Santamouris is a leading expert in urban climate, sustainability, and environmental science, with a focus on the impacts of climate change in urban environments. He has conducted extensive research on urban heat islands, socio-economic disparities, and green infrastructure in cities around the world, contributing to numerous publications in this field.
His most recent studies reveal that London's low-income areas face more severe heat challenges compared to those in Seoul and Shenzhen, largely due to historical planning and fewer green spaces. According to him, these insights underscore the need for urban policies that better address both environmental and social disparities.
Architecture & Design: Your research highlights the link between income levels and urban heat intensity in London, Seoul, and Shenzhen. What were the most striking differences in how this relationship manifests across these cities?
Mat Santamouris: The existing literature is rich in studies performed in various USA cities showing that low income and vulnerable population lives in deprived areas suffering from significant overheating, low greenery levels, high pollution and inadequate infrastructure. Similar conditions are also observed in several European cities like London. However, in most of the Asian cities, the conditions are quite different.
Although there is an important social stratification, the magnitude of the problem is less severe. This is because, the market forces and the social and economic inequalities observed in American cities and which have determined the local social, economic and environmental diversification, present different characteristics in the Asian cities and had much less significance through the history, contributing towards a higher social cohesion and decreased local discriminations.
In London, lower-income populations experience greater urban heat island (UHI) effects compared to their wealthier counterparts. What urban planning or policy factors have contributed to this disparity?
In London, immigrants, minorities and vulnerable and low-income population were pushed to live in urban zones of lower economic value and financial cost. Low-income population has not the economic means to live in the expensive parts of the city and should settle in economically affordable neighbourhoods. In these low-cost urban zones, green infrastructure, heat sinks and efficient environmental systems are quite missing, while most of these neighbourhoods may suffer from very serious anthropogenic heat generated from the local industry or the traffic rising the magnitude of the local overheating and the pollution levels.

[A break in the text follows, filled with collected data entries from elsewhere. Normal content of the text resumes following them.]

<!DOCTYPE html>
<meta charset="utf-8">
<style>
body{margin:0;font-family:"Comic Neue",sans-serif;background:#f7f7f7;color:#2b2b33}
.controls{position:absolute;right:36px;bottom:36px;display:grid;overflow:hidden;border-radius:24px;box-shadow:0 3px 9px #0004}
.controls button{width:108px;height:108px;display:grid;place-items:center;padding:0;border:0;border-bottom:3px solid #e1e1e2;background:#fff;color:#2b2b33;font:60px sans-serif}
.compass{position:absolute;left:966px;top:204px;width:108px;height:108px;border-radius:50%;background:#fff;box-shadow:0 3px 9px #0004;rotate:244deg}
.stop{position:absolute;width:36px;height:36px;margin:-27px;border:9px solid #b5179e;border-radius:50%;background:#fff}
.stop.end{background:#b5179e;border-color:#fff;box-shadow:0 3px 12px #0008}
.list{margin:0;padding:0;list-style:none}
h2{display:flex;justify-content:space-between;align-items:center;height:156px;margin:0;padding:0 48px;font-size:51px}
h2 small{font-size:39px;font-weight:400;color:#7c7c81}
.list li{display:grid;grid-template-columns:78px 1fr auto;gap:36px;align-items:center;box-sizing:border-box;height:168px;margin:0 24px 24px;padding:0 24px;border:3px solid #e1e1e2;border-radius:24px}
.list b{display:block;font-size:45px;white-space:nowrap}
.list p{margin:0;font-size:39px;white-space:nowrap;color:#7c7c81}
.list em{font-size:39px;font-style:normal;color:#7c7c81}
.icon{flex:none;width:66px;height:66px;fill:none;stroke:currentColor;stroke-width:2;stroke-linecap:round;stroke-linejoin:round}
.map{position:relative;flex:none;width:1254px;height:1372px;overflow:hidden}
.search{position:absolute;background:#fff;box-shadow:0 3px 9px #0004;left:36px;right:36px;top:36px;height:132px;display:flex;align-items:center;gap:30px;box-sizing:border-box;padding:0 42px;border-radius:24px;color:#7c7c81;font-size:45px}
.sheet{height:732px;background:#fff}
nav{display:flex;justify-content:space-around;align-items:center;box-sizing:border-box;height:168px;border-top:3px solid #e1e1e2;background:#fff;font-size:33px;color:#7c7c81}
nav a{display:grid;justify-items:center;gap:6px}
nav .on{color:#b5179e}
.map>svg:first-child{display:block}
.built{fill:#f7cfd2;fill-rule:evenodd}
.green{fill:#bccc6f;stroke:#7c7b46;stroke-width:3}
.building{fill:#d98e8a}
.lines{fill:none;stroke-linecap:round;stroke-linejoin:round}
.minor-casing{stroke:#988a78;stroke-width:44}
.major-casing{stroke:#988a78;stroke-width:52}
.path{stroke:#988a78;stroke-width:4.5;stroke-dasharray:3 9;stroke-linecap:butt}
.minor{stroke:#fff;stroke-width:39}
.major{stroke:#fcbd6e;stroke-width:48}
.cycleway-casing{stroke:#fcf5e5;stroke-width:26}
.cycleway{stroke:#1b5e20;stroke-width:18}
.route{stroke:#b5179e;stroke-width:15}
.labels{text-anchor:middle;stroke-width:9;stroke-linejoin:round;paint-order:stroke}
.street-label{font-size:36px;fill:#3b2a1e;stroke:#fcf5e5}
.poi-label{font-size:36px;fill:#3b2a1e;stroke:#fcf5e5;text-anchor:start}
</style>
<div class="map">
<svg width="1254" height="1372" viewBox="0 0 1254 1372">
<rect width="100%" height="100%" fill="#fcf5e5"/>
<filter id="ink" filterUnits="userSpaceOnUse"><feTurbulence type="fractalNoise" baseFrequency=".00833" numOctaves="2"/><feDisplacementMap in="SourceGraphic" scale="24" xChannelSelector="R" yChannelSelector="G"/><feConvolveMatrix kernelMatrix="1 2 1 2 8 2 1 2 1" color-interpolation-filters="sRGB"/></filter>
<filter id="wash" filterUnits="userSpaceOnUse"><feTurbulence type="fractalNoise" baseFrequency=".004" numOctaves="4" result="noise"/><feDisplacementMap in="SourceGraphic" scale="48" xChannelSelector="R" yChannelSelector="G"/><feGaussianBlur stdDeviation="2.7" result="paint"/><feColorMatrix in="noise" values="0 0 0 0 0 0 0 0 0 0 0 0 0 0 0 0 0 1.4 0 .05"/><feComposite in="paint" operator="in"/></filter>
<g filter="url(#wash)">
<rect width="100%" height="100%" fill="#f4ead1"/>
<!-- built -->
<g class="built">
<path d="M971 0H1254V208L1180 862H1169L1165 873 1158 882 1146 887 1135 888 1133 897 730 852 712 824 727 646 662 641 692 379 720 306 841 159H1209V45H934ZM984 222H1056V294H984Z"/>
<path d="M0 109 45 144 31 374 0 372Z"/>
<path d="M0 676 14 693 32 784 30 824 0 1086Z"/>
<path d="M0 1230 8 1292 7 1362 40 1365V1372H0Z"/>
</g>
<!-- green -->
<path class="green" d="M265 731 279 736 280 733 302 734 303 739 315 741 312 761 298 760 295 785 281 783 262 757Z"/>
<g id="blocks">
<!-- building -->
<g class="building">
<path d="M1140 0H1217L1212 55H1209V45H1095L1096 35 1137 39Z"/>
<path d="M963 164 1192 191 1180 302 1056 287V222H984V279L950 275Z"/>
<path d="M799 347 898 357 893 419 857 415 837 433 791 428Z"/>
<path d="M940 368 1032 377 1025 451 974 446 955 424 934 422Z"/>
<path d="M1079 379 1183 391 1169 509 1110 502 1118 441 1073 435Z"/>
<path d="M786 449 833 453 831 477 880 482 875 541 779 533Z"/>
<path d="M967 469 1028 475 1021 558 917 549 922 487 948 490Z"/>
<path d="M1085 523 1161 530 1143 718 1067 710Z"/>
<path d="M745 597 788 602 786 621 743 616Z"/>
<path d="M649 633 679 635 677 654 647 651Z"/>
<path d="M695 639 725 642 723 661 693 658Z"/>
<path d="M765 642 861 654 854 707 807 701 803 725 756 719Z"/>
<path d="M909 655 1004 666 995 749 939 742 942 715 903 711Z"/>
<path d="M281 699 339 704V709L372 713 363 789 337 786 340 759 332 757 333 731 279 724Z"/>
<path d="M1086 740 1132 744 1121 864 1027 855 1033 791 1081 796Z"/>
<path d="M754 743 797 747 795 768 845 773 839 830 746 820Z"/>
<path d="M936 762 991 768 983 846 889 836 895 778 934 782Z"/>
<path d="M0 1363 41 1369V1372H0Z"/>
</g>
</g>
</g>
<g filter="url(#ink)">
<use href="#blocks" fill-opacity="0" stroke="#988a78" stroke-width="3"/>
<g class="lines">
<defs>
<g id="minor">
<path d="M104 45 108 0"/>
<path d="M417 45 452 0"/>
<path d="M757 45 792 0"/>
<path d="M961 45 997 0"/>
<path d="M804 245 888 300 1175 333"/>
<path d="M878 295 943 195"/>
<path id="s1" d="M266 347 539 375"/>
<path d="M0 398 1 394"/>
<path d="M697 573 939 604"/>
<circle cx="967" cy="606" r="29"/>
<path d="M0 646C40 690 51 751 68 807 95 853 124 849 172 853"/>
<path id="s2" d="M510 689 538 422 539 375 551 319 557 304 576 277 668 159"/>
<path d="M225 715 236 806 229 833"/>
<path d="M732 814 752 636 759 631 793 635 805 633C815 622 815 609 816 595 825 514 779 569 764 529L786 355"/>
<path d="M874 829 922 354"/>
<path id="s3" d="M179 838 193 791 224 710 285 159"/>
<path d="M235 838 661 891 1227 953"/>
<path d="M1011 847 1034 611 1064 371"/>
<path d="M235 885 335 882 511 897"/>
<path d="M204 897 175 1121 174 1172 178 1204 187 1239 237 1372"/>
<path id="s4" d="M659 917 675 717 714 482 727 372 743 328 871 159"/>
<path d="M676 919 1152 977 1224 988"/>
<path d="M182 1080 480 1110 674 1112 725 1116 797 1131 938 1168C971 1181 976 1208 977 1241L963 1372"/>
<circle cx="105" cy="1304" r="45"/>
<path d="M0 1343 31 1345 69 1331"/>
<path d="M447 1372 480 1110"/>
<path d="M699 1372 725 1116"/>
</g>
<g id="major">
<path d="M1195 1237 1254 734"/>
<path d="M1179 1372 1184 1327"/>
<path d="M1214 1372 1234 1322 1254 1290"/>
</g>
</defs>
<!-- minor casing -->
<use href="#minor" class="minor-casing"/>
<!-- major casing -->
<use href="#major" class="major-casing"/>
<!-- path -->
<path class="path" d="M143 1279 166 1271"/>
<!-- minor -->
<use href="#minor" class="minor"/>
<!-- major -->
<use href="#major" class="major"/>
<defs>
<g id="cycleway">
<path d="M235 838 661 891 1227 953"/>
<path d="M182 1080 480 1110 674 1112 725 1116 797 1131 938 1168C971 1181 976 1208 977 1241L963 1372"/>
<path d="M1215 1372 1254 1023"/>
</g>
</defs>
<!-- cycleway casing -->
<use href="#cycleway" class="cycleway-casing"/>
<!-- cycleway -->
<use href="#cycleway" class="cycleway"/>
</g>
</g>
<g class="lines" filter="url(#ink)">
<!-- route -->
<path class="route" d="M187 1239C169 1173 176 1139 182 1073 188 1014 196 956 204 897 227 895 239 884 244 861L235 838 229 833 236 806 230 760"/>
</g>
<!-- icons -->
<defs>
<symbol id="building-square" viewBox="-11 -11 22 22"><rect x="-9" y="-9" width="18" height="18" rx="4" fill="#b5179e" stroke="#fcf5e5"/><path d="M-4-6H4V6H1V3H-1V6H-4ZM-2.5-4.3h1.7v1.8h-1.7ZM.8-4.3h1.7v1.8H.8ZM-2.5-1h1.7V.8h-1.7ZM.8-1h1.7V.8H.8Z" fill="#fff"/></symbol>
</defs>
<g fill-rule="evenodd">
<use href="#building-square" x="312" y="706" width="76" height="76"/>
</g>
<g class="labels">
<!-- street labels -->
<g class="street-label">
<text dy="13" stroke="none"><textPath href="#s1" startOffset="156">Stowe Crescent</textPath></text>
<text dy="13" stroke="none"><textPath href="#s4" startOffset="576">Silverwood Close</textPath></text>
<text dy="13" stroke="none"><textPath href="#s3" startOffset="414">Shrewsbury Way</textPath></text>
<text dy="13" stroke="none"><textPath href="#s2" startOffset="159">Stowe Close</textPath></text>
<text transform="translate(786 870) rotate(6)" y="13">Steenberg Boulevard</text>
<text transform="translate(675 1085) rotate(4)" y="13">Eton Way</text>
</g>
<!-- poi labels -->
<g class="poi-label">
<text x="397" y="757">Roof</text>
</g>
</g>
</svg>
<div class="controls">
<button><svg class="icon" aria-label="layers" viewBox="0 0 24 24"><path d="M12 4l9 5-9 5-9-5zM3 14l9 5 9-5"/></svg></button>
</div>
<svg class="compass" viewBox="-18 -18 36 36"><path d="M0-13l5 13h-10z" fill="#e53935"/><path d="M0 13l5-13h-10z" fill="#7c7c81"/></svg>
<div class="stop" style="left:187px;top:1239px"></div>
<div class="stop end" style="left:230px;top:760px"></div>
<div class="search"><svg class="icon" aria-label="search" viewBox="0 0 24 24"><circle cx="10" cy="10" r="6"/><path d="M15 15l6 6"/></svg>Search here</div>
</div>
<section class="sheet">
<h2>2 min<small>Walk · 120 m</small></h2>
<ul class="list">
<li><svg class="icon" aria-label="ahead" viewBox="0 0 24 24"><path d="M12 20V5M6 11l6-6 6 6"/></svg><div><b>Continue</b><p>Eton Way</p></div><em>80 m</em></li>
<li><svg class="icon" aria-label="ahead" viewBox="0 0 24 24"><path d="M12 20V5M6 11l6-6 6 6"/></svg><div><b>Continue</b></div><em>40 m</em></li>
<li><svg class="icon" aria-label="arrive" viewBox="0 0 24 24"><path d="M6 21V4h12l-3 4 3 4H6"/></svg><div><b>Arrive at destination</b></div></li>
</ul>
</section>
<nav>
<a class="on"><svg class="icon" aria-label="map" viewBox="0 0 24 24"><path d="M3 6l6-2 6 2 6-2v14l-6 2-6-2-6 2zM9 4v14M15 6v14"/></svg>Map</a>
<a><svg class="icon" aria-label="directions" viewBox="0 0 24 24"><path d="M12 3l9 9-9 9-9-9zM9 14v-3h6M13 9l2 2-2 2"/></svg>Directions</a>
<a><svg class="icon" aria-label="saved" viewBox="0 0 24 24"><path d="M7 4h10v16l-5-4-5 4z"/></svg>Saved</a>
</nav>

This is not the case of the wealthier urban zones were the local green infrastructure; the landscape characteristics and the release of the anthropogenic heat is considerably reduced contributing towards a more sustainable local microclimate and environment.
Your study suggests that income has a weaker influence on urban heat exposure in Seoul and Shenzhen compared to London. Could you elaborate on the social and economic structures that contribute to this difference?
The environmental and overheating stratification and the heterogeneities observed in London and also in most of the US cities, reflect in a direct way the economic and social stratification in the local societies.
The size of the low income group in the society including minorities, immigrants, unemployed people, non-skilled population and non-integrated households, is quite higher in London than in the specific Asian cities. Poverty is generating heterogenous social dynamics exerting serious pressures on land use policies, investments on environmental infrastructure and in conclusion on the social protection coverage in the city.
To what extent do green infrastructure and blue-green interventions help mitigate UHI effects for vulnerable communities in these cities? Are there best practices that London could learn from Seoul and Shenzhen?
Green and blue infrastructure helps to decrease the local temperature, reduce the levels of atmospheric pollution and offer important social, economic and environmental advantages to the local population. I don’t believe that London must learn something from the Asian cities.